# What this task involves
Write the records below out again exactly as given, with no images.

# Input data
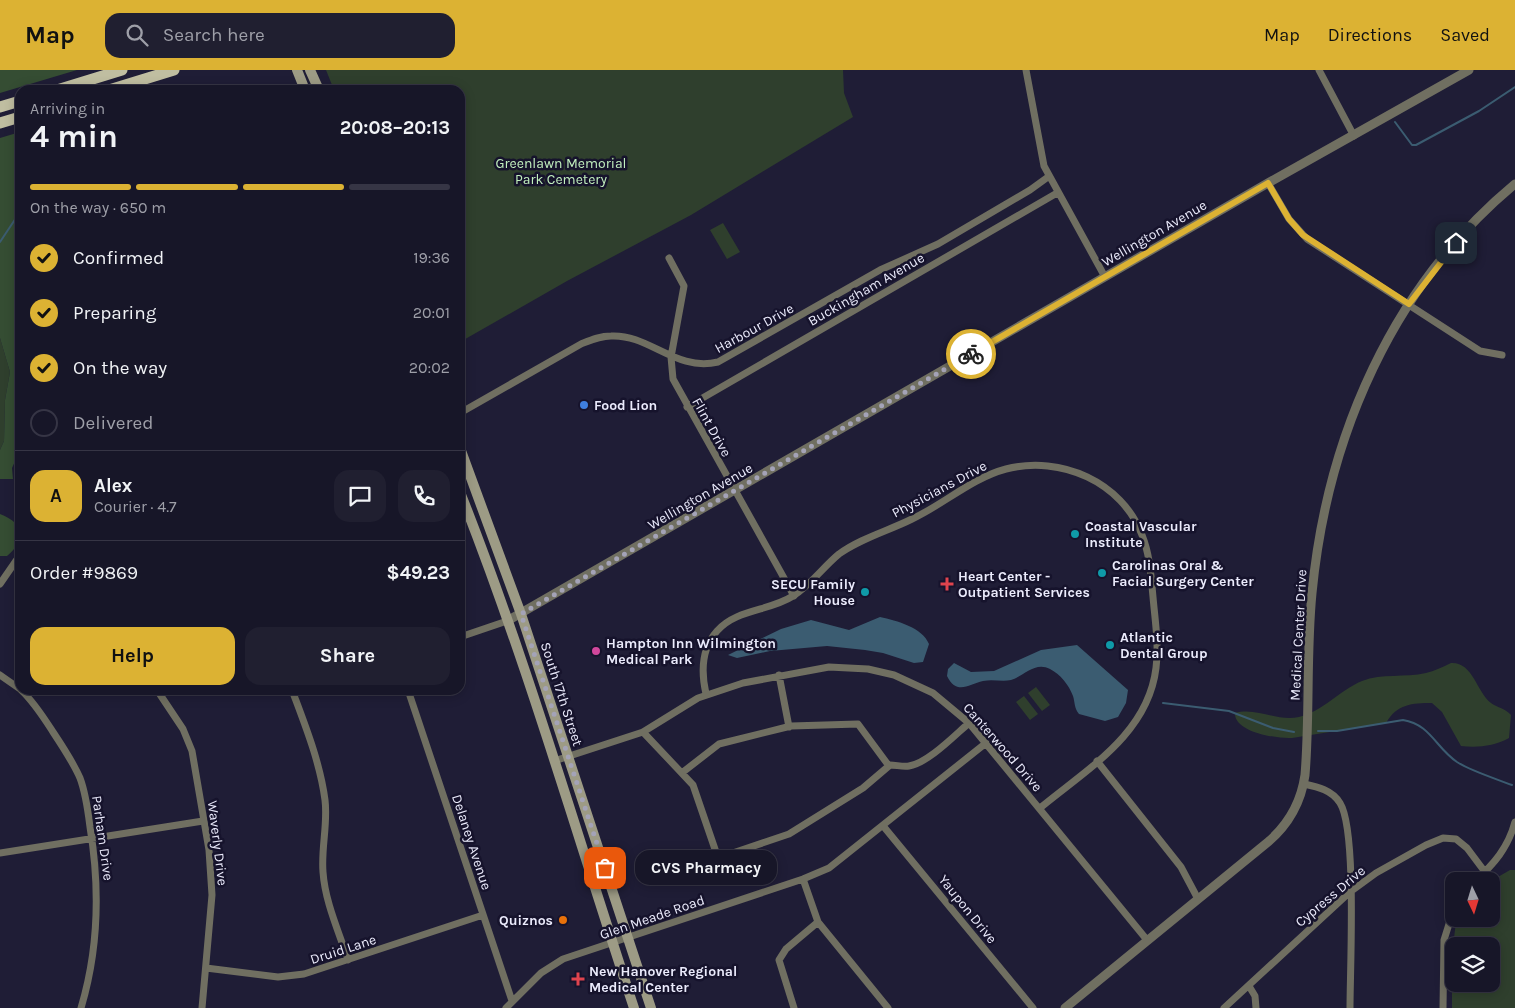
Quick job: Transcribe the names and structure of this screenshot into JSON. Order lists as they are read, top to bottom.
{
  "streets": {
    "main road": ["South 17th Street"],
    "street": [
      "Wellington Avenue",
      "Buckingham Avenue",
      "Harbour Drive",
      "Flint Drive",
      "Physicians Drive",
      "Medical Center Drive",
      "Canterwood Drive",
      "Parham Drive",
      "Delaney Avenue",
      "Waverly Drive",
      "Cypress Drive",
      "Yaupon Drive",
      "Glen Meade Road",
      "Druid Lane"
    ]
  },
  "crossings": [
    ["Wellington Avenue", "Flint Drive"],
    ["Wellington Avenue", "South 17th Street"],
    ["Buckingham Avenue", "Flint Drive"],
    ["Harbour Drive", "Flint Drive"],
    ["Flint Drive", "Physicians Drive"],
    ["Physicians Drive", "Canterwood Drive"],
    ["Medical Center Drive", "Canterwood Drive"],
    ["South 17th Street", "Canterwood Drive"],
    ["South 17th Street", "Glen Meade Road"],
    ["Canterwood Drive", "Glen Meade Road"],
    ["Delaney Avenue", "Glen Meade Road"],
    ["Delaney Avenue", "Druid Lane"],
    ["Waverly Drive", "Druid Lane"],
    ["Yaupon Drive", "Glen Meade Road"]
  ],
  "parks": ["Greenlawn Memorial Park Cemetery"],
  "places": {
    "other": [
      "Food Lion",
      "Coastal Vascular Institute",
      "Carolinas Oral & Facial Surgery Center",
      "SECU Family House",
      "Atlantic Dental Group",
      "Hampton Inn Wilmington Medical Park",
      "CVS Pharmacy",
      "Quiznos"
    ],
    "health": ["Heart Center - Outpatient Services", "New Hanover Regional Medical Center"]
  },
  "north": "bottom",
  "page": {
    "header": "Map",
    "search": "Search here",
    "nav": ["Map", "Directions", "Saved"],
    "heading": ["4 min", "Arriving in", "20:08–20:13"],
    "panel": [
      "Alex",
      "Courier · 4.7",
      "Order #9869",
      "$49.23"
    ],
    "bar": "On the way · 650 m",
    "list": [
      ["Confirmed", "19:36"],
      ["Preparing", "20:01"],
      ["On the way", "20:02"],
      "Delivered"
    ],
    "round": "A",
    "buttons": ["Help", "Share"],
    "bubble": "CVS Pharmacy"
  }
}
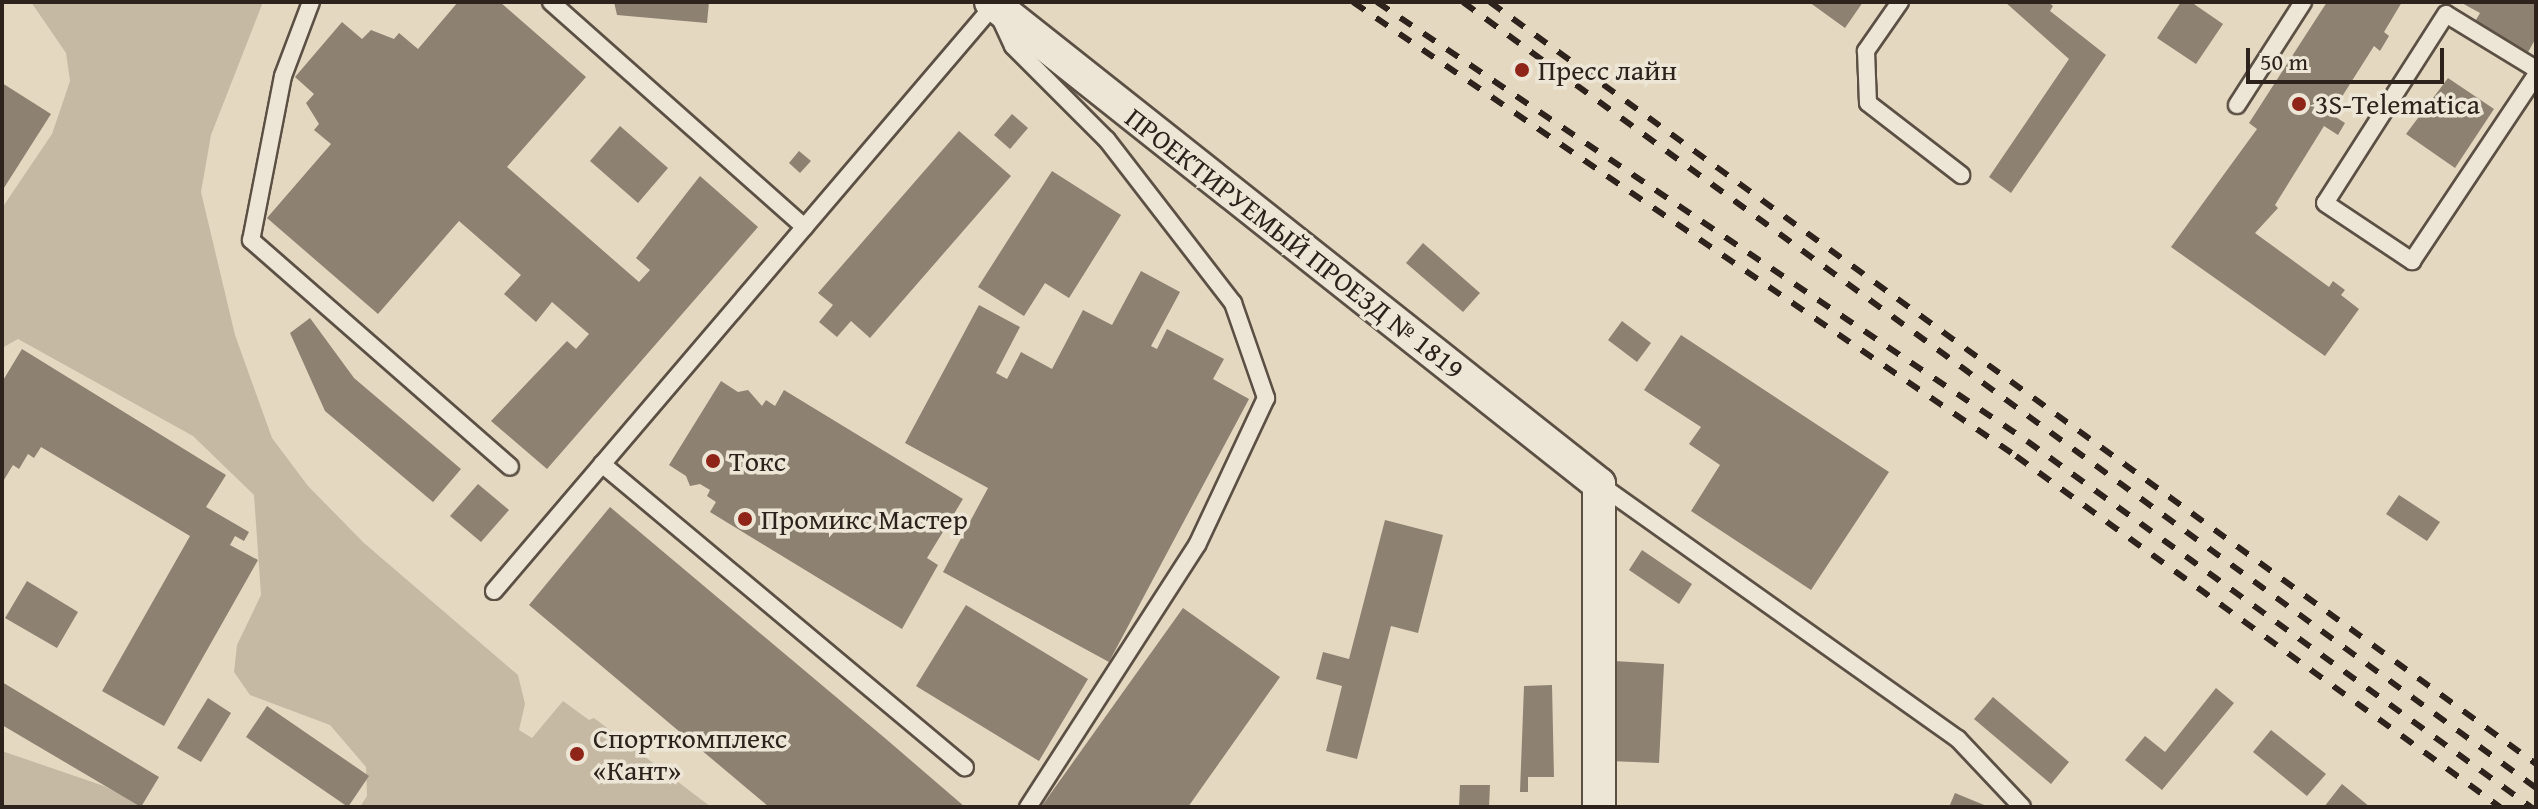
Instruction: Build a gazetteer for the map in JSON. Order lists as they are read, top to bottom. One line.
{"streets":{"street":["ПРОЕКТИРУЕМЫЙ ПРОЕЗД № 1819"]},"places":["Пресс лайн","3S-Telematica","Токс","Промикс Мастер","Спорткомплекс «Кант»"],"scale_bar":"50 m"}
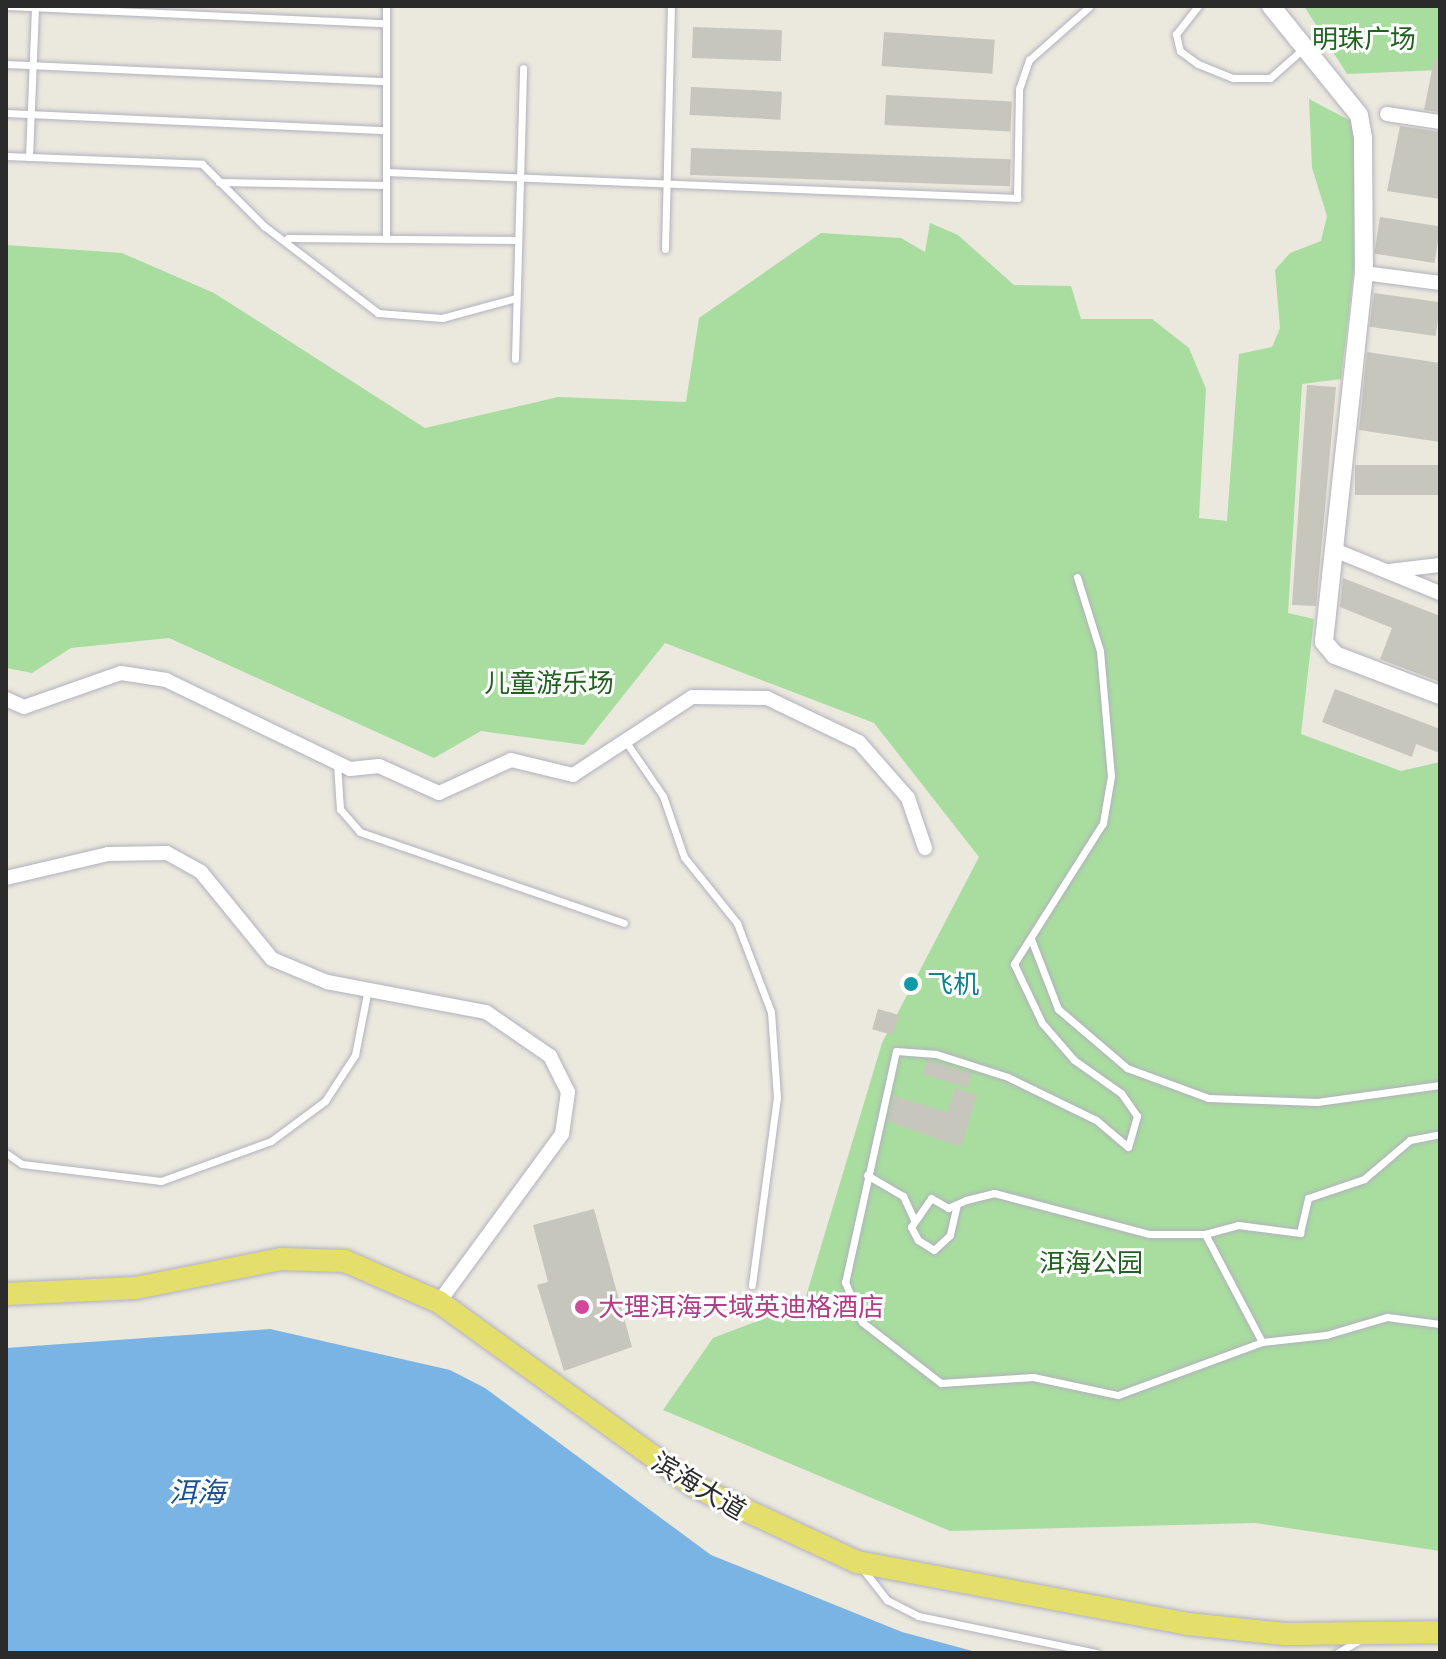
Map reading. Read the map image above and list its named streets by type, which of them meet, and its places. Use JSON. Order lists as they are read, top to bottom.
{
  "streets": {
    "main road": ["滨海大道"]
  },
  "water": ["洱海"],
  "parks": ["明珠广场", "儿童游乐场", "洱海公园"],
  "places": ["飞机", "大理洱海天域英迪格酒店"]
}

# Answer to this task
Quick job: Transcribe the names and structure of this screenshot into JSON. Order lists as they are read, top to bottom.
{
  "streets": {
    "main road": ["South 17th Street"],
    "street": [
      "Wellington Avenue",
      "Buckingham Avenue",
      "Harbour Drive",
      "Flint Drive",
      "Physicians Drive",
      "Medical Center Drive",
      "Canterwood Drive",
      "Parham Drive",
      "Delaney Avenue",
      "Waverly Drive",
      "Cypress Drive",
      "Yaupon Drive",
      "Glen Meade Road",
      "Druid Lane"
    ]
  },
  "crossings": [
    ["Wellington Avenue", "Flint Drive"],
    ["Wellington Avenue", "South 17th Street"],
    ["Buckingham Avenue", "Flint Drive"],
    ["Harbour Drive", "Flint Drive"],
    ["Flint Drive", "Physicians Drive"],
    ["Physicians Drive", "Canterwood Drive"],
    ["Medical Center Drive", "Canterwood Drive"],
    ["South 17th Street", "Canterwood Drive"],
    ["South 17th Street", "Glen Meade Road"],
    ["Canterwood Drive", "Glen Meade Road"],
    ["Delaney Avenue", "Glen Meade Road"],
    ["Delaney Avenue", "Druid Lane"],
    ["Waverly Drive", "Druid Lane"],
    ["Yaupon Drive", "Glen Meade Road"]
  ],
  "parks": ["Greenlawn Memorial Park Cemetery"],
  "places": {
    "other": [
      "Food Lion",
      "Coastal Vascular Institute",
      "Carolinas Oral & Facial Surgery Center",
      "SECU Family House",
      "Atlantic Dental Group",
      "Hampton Inn Wilmington Medical Park",
      "CVS Pharmacy",
      "Quiznos"
    ],
    "health": ["Heart Center - Outpatient Services", "New Hanover Regional Medical Center"]
  },
  "north": "bottom",
  "page": {
    "header": "Map",
    "search": "Search here",
    "nav": ["Map", "Directions", "Saved"],
    "heading": ["4 min", "Arriving in", "20:08–20:13"],
    "panel": [
      "Alex",
      "Courier · 4.7",
      "Order #9869",
      "$49.23"
    ],
    "bar": "On the way · 650 m",
    "list": [
      ["Confirmed", "19:36"],
      ["Preparing", "20:01"],
      ["On the way", "20:02"],
      "Delivered"
    ],
    "round": "A",
    "buttons": ["Help", "Share"],
    "bubble": "CVS Pharmacy"
  }
}
Instruction: Build a gazetteer for the map in JSON. Order lists as they are read, top to bottom. One line.
{"streets":{"street":["ПРОЕКТИРУЕМЫЙ ПРОЕЗД № 1819"]},"places":["Пресс лайн","3S-Telematica","Токс","Промикс Мастер","Спорткомплекс «Кант»"],"scale_bar":"50 m"}
Map reading. Read the map image above and list its named streets by type, which of them meet, and its places. Use JSON. Order lists as they are read, top to bottom.
{
  "streets": {
    "main road": ["滨海大道"]
  },
  "water": ["洱海"],
  "parks": ["明珠广场", "儿童游乐场", "洱海公园"],
  "places": ["飞机", "大理洱海天域英迪格酒店"]
}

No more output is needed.